> ASSIGNED TASK:
Retype every line of the data, keeping each word exactly.

> GIVEN INFORMATION:
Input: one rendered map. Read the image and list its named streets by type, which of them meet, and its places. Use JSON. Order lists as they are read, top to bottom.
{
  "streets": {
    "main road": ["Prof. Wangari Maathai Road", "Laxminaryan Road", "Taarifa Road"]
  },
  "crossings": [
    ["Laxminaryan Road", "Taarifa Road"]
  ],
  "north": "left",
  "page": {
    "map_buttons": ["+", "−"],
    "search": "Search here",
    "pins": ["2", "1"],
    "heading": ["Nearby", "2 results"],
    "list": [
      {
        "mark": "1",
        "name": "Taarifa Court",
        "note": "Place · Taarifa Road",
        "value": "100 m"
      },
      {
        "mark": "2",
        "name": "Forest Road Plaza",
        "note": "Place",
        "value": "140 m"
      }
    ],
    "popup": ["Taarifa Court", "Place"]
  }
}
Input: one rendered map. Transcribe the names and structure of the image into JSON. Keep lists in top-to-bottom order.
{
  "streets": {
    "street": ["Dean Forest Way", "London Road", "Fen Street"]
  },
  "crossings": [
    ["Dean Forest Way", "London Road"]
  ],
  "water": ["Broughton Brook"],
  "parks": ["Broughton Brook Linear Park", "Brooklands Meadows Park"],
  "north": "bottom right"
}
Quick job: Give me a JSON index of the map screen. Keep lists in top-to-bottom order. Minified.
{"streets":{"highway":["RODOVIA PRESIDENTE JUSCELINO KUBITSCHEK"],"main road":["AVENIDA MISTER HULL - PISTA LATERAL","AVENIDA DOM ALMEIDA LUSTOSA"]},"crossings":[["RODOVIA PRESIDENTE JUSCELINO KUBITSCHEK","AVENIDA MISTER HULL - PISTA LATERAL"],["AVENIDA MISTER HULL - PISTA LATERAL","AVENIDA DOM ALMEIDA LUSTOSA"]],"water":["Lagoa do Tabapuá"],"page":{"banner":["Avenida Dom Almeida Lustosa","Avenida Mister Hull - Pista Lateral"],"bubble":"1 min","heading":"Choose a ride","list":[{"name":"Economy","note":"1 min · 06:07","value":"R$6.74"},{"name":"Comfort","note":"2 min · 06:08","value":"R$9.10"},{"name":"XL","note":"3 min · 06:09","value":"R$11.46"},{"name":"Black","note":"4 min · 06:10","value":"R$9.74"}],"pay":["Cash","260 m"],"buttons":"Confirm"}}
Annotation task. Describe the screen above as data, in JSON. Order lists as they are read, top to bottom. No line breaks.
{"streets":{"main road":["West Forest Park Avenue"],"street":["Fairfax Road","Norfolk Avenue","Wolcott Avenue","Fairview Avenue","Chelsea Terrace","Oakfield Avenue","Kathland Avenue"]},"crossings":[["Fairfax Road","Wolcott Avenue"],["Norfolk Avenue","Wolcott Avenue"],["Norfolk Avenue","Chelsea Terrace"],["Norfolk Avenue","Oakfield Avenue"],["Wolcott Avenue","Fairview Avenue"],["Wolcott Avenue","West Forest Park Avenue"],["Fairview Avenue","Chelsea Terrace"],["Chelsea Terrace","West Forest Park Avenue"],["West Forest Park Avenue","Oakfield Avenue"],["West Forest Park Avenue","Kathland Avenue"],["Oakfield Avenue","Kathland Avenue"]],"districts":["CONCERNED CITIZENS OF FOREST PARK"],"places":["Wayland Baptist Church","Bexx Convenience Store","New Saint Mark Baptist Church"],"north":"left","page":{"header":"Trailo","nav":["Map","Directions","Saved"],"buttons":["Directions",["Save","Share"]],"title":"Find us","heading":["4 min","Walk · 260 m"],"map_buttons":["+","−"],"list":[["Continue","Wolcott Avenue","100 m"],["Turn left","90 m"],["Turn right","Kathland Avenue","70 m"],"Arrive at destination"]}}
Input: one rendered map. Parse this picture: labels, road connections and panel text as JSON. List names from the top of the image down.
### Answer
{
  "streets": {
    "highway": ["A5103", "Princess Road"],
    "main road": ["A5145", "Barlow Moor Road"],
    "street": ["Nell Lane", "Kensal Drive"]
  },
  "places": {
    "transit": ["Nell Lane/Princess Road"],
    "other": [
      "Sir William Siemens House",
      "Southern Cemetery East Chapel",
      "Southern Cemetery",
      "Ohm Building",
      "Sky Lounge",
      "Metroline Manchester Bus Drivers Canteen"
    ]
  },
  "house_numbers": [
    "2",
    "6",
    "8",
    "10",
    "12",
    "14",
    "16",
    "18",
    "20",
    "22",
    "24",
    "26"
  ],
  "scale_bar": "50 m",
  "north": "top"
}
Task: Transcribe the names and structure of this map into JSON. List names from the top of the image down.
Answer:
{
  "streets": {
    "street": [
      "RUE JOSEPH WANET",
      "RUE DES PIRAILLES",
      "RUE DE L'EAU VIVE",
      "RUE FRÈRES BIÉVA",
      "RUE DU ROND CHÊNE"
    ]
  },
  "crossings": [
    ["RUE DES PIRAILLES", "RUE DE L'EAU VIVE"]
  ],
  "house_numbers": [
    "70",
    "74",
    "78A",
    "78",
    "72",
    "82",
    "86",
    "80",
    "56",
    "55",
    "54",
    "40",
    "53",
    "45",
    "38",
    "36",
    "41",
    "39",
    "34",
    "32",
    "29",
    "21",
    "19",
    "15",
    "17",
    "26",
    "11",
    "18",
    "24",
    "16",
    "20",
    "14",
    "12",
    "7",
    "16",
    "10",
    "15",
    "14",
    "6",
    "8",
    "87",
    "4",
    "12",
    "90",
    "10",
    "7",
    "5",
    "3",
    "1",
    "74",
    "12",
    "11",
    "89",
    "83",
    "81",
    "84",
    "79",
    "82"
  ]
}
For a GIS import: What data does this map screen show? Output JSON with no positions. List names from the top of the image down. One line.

> OUTPUT FOR THIS TASK:
Input: one rendered map. Read the image and list its named streets by type, which of them meet, and its places. Use JSON. Order lists as they are read, top to bottom.
{
  "streets": {
    "main road": ["Prof. Wangari Maathai Road", "Laxminaryan Road", "Taarifa Road"]
  },
  "crossings": [
    ["Laxminaryan Road", "Taarifa Road"]
  ],
  "north": "left",
  "page": {
    "map_buttons": ["+", "−"],
    "search": "Search here",
    "pins": ["2", "1"],
    "heading": ["Nearby", "2 results"],
    "list": [
      {
        "mark": "1",
        "name": "Taarifa Court",
        "note": "Place · Taarifa Road",
        "value": "100 m"
      },
      {
        "mark": "2",
        "name": "Forest Road Plaza",
        "note": "Place",
        "value": "140 m"
      }
    ],
    "popup": ["Taarifa Court", "Place"]
  }
}
Input: one rendered map. Transcribe the names and structure of the image into JSON. Keep lists in top-to-bottom order.
{
  "streets": {
    "street": ["Dean Forest Way", "London Road", "Fen Street"]
  },
  "crossings": [
    ["Dean Forest Way", "London Road"]
  ],
  "water": ["Broughton Brook"],
  "parks": ["Broughton Brook Linear Park", "Brooklands Meadows Park"],
  "north": "bottom right"
}
Quick job: Give me a JSON index of the map screen. Keep lists in top-to-bottom order. Minified.
{"streets":{"highway":["RODOVIA PRESIDENTE JUSCELINO KUBITSCHEK"],"main road":["AVENIDA MISTER HULL - PISTA LATERAL","AVENIDA DOM ALMEIDA LUSTOSA"]},"crossings":[["RODOVIA PRESIDENTE JUSCELINO KUBITSCHEK","AVENIDA MISTER HULL - PISTA LATERAL"],["AVENIDA MISTER HULL - PISTA LATERAL","AVENIDA DOM ALMEIDA LUSTOSA"]],"water":["Lagoa do Tabapuá"],"page":{"banner":["Avenida Dom Almeida Lustosa","Avenida Mister Hull - Pista Lateral"],"bubble":"1 min","heading":"Choose a ride","list":[{"name":"Economy","note":"1 min · 06:07","value":"R$6.74"},{"name":"Comfort","note":"2 min · 06:08","value":"R$9.10"},{"name":"XL","note":"3 min · 06:09","value":"R$11.46"},{"name":"Black","note":"4 min · 06:10","value":"R$9.74"}],"pay":["Cash","260 m"],"buttons":"Confirm"}}
Annotation task. Describe the screen above as data, in JSON. Order lists as they are read, top to bottom. No line breaks.
{"streets":{"main road":["West Forest Park Avenue"],"street":["Fairfax Road","Norfolk Avenue","Wolcott Avenue","Fairview Avenue","Chelsea Terrace","Oakfield Avenue","Kathland Avenue"]},"crossings":[["Fairfax Road","Wolcott Avenue"],["Norfolk Avenue","Wolcott Avenue"],["Norfolk Avenue","Chelsea Terrace"],["Norfolk Avenue","Oakfield Avenue"],["Wolcott Avenue","Fairview Avenue"],["Wolcott Avenue","West Forest Park Avenue"],["Fairview Avenue","Chelsea Terrace"],["Chelsea Terrace","West Forest Park Avenue"],["West Forest Park Avenue","Oakfield Avenue"],["West Forest Park Avenue","Kathland Avenue"],["Oakfield Avenue","Kathland Avenue"]],"districts":["CONCERNED CITIZENS OF FOREST PARK"],"places":["Wayland Baptist Church","Bexx Convenience Store","New Saint Mark Baptist Church"],"north":"left","page":{"header":"Trailo","nav":["Map","Directions","Saved"],"buttons":["Directions",["Save","Share"]],"title":"Find us","heading":["4 min","Walk · 260 m"],"map_buttons":["+","−"],"list":[["Continue","Wolcott Avenue","100 m"],["Turn left","90 m"],["Turn right","Kathland Avenue","70 m"],"Arrive at destination"]}}
Input: one rendered map. Parse this picture: labels, road connections and panel text as JSON. List names from the top of the image down.
### Answer
{
  "streets": {
    "highway": ["A5103", "Princess Road"],
    "main road": ["A5145", "Barlow Moor Road"],
    "street": ["Nell Lane", "Kensal Drive"]
  },
  "places": {
    "transit": ["Nell Lane/Princess Road"],
    "other": [
      "Sir William Siemens House",
      "Southern Cemetery East Chapel",
      "Southern Cemetery",
      "Ohm Building",
      "Sky Lounge",
      "Metroline Manchester Bus Drivers Canteen"
    ]
  },
  "house_numbers": [
    "2",
    "6",
    "8",
    "10",
    "12",
    "14",
    "16",
    "18",
    "20",
    "22",
    "24",
    "26"
  ],
  "scale_bar": "50 m",
  "north": "top"
}
Task: Transcribe the names and structure of this map into JSON. List names from the top of the image down.
Answer:
{
  "streets": {
    "street": [
      "RUE JOSEPH WANET",
      "RUE DES PIRAILLES",
      "RUE DE L'EAU VIVE",
      "RUE FRÈRES BIÉVA",
      "RUE DU ROND CHÊNE"
    ]
  },
  "crossings": [
    ["RUE DES PIRAILLES", "RUE DE L'EAU VIVE"]
  ],
  "house_numbers": [
    "70",
    "74",
    "78A",
    "78",
    "72",
    "82",
    "86",
    "80",
    "56",
    "55",
    "54",
    "40",
    "53",
    "45",
    "38",
    "36",
    "41",
    "39",
    "34",
    "32",
    "29",
    "21",
    "19",
    "15",
    "17",
    "26",
    "11",
    "18",
    "24",
    "16",
    "20",
    "14",
    "12",
    "7",
    "16",
    "10",
    "15",
    "14",
    "6",
    "8",
    "87",
    "4",
    "12",
    "90",
    "10",
    "7",
    "5",
    "3",
    "1",
    "74",
    "12",
    "11",
    "89",
    "83",
    "81",
    "84",
    "79",
    "82"
  ]
}
For a GIS import: What data does this map screen show? Output JSON with no positions. List names from the top of the image down. One line.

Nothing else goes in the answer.